Postgres deadlocking when multiple processes run `CREATE INDEX CONCURRENTLY` #960

AkuSilvenius · 2023-07-25T10:24:29Z

Describe the Bug
When multiple processes run migrations in parallel (e.g. multiple application replicas running m.Up()), having CREATE INDEX CONCURRENTLY as part of the migration script will result in a deadlock, leaving behind a dirty database version as well as an INVALID index (expected as mentioned in docs).

Steps to Reproduce
I have added a failing test in my fork to mimic the behavior of multiple processes running the migrations in parallel here - it's basically the same test as in master branch here (which includes a migration file with a CREATE INDEX CONCURRENTLY), but just runs multiple times in parallel.

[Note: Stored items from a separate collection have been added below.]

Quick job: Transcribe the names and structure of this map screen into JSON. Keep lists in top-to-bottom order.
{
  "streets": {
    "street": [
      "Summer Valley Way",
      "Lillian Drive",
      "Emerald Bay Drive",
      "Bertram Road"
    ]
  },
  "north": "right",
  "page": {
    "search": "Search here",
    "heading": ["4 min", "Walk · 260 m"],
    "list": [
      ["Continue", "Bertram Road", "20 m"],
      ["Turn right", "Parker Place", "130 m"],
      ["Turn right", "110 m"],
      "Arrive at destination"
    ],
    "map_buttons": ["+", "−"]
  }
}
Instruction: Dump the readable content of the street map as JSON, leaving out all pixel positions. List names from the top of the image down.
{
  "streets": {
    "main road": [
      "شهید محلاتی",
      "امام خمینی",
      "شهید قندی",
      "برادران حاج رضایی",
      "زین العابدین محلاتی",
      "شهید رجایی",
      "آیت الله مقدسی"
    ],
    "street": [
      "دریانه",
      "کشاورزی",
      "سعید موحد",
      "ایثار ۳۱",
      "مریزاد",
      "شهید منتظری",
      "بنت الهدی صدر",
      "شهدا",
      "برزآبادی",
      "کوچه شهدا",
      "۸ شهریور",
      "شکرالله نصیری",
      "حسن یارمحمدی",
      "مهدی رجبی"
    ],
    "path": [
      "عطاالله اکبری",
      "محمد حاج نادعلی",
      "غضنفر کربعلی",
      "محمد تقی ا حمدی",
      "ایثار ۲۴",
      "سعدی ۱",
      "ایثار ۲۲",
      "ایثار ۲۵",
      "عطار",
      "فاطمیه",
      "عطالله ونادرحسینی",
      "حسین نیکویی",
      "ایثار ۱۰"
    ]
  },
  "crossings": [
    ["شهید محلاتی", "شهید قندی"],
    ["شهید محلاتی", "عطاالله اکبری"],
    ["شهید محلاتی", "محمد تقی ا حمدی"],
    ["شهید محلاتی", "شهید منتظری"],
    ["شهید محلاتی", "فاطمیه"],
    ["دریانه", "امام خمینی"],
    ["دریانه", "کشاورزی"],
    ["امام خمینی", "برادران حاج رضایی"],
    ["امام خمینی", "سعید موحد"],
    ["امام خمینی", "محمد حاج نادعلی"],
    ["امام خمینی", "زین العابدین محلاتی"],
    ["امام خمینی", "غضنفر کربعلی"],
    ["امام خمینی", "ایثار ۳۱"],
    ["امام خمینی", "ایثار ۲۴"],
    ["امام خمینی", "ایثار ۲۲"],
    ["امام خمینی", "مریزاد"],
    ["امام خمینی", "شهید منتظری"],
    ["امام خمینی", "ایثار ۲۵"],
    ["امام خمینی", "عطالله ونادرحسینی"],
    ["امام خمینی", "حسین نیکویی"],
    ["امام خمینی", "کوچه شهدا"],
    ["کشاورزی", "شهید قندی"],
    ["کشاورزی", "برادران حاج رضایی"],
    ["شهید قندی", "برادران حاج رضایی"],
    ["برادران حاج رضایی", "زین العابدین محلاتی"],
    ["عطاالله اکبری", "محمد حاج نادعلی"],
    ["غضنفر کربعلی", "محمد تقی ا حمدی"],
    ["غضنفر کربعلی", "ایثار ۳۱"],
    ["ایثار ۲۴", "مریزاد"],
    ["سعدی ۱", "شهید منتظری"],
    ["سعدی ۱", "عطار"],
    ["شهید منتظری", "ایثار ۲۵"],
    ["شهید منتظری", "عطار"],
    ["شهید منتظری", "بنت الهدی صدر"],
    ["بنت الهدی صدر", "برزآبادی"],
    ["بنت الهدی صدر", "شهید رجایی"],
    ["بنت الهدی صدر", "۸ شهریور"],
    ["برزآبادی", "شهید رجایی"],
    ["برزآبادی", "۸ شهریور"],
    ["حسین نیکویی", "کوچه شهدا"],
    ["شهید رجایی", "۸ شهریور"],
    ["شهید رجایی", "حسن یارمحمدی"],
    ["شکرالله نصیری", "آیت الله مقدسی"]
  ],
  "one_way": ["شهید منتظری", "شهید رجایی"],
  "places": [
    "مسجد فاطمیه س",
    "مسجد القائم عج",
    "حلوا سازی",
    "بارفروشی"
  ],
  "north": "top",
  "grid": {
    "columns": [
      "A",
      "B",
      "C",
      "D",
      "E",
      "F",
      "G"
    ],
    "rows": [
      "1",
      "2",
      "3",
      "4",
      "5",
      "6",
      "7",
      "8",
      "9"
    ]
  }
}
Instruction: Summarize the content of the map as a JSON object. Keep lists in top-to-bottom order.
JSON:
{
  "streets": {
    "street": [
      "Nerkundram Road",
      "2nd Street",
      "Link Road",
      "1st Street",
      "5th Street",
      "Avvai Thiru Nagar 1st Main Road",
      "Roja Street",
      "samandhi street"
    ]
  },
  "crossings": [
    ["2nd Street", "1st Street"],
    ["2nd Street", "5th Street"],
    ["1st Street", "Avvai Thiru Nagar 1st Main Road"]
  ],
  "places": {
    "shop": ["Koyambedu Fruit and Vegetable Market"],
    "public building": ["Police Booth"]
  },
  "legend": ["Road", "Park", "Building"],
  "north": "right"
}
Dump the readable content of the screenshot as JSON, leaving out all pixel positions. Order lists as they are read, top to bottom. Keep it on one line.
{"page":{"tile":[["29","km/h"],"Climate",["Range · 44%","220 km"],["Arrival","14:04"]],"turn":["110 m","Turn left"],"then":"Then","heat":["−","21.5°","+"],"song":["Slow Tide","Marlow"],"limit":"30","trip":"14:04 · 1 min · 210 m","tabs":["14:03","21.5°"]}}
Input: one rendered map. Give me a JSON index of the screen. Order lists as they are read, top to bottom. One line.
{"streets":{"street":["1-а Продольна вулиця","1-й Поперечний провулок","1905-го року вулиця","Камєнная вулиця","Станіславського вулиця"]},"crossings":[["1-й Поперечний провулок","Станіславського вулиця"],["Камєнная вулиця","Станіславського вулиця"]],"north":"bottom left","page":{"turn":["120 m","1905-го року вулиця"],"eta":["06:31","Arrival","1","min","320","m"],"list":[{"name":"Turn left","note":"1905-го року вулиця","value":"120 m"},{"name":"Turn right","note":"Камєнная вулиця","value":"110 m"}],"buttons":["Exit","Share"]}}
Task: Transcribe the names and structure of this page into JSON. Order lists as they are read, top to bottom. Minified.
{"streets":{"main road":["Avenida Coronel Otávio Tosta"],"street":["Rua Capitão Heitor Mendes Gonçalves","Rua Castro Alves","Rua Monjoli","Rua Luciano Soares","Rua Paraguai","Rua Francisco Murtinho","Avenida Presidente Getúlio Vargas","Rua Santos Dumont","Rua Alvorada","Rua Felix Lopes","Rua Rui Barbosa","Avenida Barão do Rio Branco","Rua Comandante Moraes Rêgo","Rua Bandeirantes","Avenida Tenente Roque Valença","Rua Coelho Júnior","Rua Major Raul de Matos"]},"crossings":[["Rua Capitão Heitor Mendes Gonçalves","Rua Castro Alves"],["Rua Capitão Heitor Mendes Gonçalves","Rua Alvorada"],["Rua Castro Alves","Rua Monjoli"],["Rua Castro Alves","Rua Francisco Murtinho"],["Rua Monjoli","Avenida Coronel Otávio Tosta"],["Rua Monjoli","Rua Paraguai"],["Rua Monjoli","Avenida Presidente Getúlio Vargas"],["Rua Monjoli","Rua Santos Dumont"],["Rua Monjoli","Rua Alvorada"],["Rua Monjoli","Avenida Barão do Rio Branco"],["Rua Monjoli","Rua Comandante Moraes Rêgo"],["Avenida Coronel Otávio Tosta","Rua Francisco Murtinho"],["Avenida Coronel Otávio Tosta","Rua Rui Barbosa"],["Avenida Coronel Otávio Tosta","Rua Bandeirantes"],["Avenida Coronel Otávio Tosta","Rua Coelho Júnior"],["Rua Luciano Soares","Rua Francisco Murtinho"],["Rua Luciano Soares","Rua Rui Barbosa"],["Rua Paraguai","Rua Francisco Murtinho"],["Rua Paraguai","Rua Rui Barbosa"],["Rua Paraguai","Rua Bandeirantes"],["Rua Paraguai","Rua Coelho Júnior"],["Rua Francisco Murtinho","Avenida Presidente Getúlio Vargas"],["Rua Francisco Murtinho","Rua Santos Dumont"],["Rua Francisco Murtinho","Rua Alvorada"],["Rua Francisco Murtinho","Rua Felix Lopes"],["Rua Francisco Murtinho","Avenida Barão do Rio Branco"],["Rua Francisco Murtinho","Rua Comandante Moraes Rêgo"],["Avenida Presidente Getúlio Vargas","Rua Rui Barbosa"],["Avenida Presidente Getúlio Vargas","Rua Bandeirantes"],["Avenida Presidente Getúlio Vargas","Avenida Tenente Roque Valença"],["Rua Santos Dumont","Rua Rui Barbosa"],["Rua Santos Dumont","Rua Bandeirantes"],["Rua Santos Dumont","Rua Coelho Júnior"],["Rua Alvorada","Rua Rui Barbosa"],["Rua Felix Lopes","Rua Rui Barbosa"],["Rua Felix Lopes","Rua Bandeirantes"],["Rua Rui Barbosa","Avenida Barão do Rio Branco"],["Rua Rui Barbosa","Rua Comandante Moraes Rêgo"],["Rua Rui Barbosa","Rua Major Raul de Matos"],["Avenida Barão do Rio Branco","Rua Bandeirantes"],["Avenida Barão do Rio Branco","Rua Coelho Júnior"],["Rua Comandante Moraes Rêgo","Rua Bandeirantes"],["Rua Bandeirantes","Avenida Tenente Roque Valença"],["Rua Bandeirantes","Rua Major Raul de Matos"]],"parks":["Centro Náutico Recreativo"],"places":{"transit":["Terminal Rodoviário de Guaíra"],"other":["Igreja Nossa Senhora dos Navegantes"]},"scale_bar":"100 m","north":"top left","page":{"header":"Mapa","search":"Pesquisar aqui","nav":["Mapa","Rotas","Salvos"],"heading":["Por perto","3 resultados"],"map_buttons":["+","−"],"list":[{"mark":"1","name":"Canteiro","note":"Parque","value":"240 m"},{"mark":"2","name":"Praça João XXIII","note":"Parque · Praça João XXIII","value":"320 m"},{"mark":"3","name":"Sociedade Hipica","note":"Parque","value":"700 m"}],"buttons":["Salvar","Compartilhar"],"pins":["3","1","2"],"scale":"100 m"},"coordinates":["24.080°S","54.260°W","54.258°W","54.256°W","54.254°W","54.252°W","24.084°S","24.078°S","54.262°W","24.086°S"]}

Setting concurrency = 1 will pass the test, but any larger number of concurrency will result in a deadlock and a failing test.

Expected Behavior
Run migrations successfully

Migrate Version
v4.15.2

Loaded Source Drivers
s3, github, gitlab, go-bindata, file, bitbucket, github-ee, godoc-vfs, gcs

Loaded Database Drivers
cockroachdb, neo4j, postgresql, redshift, clickhouse, mysql, pgx, postgres, sqlserver, crdb-postgres, mongodb, spanner, cassandra, cockroach, firebird, firebirdsql, mongodb+srv, stub

Go Version
go version go1.20.3 darwin/arm64

Stacktrace

Failing test output

=== CONT  TestPostgres_ConcurrentMigrations/postgres:12
    dktest.go:35: Pulling image: postgres:12
    dktest.go:53: Error parsing image pull response: context deadline exceeded
    dktest.go:82: Created container: dktest.ContainerInfo{ID:"d3535640fb6417f67c459b688313a75d753bc0b145d921c8bc9a4a1be853c140", Name:"dktest_ZEWaTjfqBG", ImageName:"postgres:12", Ports:[]}
    dktest.go:87: Started container: dktest.ContainerInfo{ID:"d3535640fb6417f67c459b688313a75d753bc0b145d921c8bc9a4a1be853c140", Name:"dktest_ZEWaTjfqBG", ImageName:"postgres:12", Ports:[]}
    dktest.go:97: Inspected container: dktest.ContainerInfo{ID:"d3535640fb6417f67c459b688313a75d753bc0b145d921c8bc9a4a1be853c140", Name:"dktest_ZEWaTjfqBG", ImageName:"postgres:12", Ports:[]}
    migrate_testing.go:30: UP
    migrate_testing.go:30: UP
    migrate_testing.go:30: UP
    migrate_testing.go:32: try lock failed in line 0: SELECT pg_advisory_lock($1) (details: pq: deadlock detected)
    migrate_testing.go:32: try lock failed in line 0: SELECT pg_advisory_lock($1) (details: pq: deadlock detected)
    dktest.go:132: Stopped container: dktest.ContainerInfo{ID:"d3535640fb6417f67c459b688313a75d753bc0b145d921c8bc9a4a1be853c140", Name:"dktest_ZEWaTjfqBG", ImageName:"postgres:12", Ports:[5432/tcp -> :46663]}
    dktest.go:138: Removed container: dktest.ContainerInfo{ID:"d3535640fb6417f67c459b688313a75d753bc0b145d921c8bc9a4a1be853c140", Name:"dktest_ZEWaTjfqBG", ImageName:"postgres:12", Ports:[5432/tcp -> :46663]}
    --- FAIL: TestPostgres_ConcurrentMigrations/postgres:12 (62.80s)

Additional context
This looks to be exactly the same problem as reported and fixed in the flyway library here

The text was updated successfully, but these errors were encountered:

AkuSilvenius · 2023-07-25T10:40:51Z

As mentioned in the description, this issue has been observed before in flyway and the underlying issue seems to be the usage of pg_advisory_lock (source) - the comment there mistakenly says // This will wait indefinitely until the lock can be acquired., but the actual outcome is that an error is returned here immediately if the lock is not available, leading the migration process to fail.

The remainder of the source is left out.